With health service budgets under intense pressure to meet Government savings targets of £20bn by 2015, 50 per cent of NHS chief executives and chairs said that financial restraints had affected waiting times and access to care in their organisation, and the vast majority expected budget pressures to get even worse in the coming year. Mike Farrar, chief executive of the NHS Confederation, said that financial pressures were “very worrying” and that a “culture change” was needed if the health service is to remain “fit for the future”.

“In the short term the NHS is holding together,” he said, ahead of the Confederation’s annual conference in Liverpool this week. “But the sticking plasters on the creaking parts of the system will only last so long. We are already seeing the pressures on our A&Es bubbling over. Change is absolutely necessary if the NHS is to remain fit for the future – the risks of not doing so are too great to ignore.”

The NHS Confederation represents all the organisations that commission and provide NHS services.

The survey of health leaders found two-thirds agreed a culture change was needed. Mr Farrar said that the Francis Report, which revealed widespread failings at the Mid Staffordshire NHS Foundation Trust, had been “a wake-up call” about need for reform.

However, consensus behind reform has been undermined by ever-increasing pressures on NHS budgets. Two-thirds of health leaders said that the financial pressures were serious, although three-quarters said they were confident they could meet their savings targets for the coming year.

Faced with financial restraints and pressure to reform, the health service is also struggling to deliver the Government’s vision of a “joined up” health service, in which the NHS and the social care system work more closely together to meet the escalating care needs of an ageing population.

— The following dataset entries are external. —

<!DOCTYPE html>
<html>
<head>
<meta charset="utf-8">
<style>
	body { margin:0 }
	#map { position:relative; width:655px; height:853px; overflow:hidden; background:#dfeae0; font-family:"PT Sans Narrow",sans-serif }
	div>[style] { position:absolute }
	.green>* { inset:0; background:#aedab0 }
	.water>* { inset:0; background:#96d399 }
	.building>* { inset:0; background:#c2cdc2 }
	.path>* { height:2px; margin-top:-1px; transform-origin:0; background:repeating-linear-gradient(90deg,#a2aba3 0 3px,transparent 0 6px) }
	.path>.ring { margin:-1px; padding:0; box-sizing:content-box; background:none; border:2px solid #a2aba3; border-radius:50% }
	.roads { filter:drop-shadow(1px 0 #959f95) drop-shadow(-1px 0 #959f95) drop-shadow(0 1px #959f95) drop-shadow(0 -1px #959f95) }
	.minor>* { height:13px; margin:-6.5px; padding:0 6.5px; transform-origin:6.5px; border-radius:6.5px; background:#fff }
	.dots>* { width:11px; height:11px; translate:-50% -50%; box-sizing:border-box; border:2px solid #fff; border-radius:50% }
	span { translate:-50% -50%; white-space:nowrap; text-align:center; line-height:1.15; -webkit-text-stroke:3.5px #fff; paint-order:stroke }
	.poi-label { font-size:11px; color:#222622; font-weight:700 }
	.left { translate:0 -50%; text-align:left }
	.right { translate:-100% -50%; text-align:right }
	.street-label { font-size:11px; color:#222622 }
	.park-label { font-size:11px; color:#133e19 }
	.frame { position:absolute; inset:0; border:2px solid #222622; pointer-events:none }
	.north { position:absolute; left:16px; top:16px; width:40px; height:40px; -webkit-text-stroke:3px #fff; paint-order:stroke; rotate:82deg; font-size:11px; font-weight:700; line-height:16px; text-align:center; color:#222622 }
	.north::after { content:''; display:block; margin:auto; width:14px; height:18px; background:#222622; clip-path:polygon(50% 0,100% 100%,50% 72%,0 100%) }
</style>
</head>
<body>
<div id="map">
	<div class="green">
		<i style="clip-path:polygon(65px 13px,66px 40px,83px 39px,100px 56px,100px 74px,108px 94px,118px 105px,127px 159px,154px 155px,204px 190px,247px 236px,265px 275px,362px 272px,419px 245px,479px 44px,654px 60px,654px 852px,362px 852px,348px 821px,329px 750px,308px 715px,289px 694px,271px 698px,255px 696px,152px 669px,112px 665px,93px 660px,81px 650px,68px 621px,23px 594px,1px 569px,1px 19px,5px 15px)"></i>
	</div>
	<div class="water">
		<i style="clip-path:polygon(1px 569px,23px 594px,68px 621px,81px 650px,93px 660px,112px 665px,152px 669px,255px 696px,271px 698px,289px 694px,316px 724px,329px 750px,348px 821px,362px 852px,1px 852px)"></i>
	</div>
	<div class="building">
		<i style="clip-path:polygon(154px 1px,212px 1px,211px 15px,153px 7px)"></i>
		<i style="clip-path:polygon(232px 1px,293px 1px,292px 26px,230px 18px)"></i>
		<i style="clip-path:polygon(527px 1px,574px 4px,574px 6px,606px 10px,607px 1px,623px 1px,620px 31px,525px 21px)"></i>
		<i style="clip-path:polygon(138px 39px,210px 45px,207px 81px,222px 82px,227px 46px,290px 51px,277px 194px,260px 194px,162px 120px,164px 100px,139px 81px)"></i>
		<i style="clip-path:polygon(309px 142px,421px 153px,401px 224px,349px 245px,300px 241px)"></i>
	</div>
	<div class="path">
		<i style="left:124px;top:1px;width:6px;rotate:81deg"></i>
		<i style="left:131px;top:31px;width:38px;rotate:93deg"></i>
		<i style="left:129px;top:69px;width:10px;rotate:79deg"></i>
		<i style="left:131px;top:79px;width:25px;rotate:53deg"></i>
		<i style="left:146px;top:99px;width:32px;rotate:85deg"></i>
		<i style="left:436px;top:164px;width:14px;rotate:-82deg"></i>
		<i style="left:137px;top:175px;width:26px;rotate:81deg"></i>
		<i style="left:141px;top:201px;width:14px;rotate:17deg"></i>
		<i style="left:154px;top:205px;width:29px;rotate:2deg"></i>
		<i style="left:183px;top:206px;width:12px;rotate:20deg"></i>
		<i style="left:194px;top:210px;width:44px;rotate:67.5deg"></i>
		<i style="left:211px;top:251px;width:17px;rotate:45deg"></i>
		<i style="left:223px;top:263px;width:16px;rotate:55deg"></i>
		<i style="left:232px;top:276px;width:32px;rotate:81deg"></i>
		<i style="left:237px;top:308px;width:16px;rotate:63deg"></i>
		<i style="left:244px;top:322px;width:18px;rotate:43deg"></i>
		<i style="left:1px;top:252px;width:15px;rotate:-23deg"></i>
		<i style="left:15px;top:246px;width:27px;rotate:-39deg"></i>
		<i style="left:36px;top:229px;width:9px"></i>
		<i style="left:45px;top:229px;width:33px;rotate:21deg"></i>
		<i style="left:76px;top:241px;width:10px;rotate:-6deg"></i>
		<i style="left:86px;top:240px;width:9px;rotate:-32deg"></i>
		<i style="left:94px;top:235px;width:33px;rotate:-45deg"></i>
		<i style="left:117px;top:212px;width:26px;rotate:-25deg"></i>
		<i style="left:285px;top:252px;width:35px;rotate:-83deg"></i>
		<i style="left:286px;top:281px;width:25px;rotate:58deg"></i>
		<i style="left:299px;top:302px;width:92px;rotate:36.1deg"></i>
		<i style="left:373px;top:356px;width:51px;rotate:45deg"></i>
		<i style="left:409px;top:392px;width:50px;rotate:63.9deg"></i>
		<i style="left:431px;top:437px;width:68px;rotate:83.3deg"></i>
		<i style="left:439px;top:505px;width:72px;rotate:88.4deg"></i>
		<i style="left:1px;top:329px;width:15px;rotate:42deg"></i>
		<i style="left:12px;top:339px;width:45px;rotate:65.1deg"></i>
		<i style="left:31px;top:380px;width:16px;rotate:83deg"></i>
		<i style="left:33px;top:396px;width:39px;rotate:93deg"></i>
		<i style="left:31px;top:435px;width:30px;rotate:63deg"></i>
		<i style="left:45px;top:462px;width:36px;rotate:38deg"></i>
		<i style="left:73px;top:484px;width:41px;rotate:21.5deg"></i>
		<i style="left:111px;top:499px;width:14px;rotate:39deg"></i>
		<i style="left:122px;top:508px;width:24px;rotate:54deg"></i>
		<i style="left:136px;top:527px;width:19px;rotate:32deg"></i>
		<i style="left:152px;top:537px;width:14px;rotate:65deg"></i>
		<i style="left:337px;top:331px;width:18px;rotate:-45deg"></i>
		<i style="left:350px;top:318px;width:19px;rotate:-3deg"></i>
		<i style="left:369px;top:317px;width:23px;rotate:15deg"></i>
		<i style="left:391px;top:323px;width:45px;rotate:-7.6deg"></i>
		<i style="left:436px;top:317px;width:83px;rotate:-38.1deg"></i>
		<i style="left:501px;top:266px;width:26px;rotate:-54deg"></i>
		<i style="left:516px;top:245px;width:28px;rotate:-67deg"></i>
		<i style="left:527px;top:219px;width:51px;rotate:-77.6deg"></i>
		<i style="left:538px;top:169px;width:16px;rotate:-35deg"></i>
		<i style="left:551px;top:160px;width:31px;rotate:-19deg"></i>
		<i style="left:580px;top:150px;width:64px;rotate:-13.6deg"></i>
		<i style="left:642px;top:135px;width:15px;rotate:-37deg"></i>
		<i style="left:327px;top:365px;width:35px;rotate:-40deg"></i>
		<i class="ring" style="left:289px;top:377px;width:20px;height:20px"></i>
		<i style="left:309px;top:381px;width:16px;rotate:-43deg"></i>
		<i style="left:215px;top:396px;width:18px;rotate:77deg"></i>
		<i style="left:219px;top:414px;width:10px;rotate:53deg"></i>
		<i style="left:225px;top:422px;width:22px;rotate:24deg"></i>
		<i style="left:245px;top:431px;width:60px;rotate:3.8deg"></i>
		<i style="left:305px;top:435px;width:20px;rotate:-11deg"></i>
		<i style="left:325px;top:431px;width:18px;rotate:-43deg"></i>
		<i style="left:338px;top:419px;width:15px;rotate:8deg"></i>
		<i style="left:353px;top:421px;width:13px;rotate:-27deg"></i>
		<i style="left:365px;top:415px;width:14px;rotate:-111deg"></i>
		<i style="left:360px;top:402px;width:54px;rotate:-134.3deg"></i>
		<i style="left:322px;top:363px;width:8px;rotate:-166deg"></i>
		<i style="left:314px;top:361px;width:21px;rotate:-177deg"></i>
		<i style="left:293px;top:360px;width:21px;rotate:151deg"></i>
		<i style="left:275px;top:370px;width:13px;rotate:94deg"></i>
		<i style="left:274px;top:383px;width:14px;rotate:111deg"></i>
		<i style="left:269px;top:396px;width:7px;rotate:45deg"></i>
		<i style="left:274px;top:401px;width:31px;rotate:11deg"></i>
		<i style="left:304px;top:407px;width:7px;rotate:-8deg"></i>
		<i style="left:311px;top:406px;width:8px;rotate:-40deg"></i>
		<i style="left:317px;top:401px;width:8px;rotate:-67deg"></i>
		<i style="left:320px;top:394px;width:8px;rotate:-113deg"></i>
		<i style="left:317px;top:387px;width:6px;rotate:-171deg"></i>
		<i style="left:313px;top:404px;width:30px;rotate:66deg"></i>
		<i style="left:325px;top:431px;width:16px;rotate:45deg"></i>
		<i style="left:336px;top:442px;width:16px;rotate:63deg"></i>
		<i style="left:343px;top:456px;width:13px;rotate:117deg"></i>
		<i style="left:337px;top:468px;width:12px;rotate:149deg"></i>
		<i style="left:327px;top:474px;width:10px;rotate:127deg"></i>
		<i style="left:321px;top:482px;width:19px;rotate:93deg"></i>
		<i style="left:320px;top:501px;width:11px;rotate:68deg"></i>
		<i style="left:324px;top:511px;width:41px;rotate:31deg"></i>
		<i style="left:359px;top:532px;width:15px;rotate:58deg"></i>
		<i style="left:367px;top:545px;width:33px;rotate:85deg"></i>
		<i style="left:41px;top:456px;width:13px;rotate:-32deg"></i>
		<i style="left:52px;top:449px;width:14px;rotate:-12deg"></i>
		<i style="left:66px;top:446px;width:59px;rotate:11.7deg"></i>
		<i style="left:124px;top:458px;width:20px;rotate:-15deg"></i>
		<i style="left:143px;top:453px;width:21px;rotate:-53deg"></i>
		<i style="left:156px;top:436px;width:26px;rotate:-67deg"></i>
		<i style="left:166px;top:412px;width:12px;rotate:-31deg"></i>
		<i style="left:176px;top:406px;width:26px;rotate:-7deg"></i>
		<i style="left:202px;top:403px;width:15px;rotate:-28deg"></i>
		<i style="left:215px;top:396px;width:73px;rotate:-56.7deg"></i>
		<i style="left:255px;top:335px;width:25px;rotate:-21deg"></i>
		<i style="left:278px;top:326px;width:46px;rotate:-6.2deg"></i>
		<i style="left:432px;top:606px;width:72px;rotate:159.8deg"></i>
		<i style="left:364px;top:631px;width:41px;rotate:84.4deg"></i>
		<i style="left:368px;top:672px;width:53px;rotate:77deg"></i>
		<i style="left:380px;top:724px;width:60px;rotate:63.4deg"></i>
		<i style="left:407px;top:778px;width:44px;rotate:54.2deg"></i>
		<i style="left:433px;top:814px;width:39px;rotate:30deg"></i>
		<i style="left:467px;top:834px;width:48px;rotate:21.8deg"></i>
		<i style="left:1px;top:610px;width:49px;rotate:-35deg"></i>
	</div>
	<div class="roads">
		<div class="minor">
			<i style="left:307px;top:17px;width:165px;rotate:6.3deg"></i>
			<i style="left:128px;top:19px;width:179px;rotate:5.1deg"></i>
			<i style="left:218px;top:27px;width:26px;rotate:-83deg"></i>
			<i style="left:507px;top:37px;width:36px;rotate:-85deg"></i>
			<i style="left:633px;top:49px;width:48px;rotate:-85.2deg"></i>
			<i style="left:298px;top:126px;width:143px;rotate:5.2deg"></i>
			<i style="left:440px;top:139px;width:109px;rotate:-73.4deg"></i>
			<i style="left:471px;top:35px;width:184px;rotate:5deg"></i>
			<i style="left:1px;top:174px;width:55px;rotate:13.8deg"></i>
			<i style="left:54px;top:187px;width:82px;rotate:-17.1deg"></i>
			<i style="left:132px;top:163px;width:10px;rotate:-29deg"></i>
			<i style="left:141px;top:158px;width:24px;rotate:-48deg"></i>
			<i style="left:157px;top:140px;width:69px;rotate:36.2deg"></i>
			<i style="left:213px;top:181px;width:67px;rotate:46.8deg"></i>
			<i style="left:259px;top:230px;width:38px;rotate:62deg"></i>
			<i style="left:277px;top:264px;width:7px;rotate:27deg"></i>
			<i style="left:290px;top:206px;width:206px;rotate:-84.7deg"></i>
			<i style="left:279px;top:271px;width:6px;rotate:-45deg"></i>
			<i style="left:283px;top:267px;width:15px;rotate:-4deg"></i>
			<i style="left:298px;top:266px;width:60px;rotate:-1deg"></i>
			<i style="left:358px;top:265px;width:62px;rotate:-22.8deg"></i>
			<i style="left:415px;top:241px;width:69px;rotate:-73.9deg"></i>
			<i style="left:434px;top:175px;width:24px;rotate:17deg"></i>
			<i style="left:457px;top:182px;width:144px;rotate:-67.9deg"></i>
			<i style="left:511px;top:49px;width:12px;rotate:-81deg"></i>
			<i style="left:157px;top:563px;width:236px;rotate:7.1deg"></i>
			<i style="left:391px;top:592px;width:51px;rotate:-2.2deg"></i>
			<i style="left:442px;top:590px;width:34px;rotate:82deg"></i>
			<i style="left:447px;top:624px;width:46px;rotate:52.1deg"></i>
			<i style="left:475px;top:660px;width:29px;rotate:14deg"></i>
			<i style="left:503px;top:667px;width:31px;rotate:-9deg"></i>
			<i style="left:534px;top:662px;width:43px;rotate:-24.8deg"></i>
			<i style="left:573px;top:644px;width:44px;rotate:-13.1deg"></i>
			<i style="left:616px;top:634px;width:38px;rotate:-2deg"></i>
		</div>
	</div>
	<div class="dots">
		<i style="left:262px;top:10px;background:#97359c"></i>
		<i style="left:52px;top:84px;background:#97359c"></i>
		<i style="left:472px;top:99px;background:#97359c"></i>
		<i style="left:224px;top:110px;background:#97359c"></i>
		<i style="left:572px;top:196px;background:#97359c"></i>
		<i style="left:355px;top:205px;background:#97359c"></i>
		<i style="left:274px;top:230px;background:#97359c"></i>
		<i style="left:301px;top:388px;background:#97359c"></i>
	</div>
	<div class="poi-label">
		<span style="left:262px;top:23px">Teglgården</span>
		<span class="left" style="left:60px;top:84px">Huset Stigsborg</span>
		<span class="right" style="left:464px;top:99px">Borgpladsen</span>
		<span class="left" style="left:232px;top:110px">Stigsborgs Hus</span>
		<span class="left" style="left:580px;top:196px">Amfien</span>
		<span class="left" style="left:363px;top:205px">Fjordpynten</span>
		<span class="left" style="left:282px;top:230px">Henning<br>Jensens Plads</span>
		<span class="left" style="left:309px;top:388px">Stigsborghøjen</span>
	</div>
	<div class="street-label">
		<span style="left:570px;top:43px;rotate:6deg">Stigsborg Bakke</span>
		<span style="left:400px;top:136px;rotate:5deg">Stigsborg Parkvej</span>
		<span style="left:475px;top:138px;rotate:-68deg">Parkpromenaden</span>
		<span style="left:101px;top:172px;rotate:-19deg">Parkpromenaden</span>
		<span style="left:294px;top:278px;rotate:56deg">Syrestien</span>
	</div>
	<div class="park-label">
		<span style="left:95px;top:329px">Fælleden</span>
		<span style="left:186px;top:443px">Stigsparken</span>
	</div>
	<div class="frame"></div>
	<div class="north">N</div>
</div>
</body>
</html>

Ninety-three per cent of NHS chiefs said that only “slight progress” or “no progress” was being made to “integrate care”. Nearly two-thirds said that failure in this area would “lead to services becoming unsustainable”.

Health minister Lord Howe said that although the Government accepted the NHS was “facing pressures”, overall it was in “good financial health.”

“We have protected the NHS budget, and funding will increase by £12.7bn over the course of this Parliament,” he said, adding that waiting times remained low and satisfaction with the health service was high. He said that a post-Francis Report culture change was vital and that health leaders must do “everything they can to create the open, caring and compassionate service we want to see.”

Dr Peter Carter, chief executive and general secretary of the Royal College of Nursing said that the survey reflected “profound anxieties felt throughout the system about the current financial pressures”. He added that integrating care should be a priority “to meet the demands of an ageing population with increasingly complex conditions”.

The bleak assessment of the NHS comes as it emerged yesterday that 220 operations a day were cancelled with less than 24 hours’ notice in the first quarter of 2013, as hospitals become increasingly overstretched.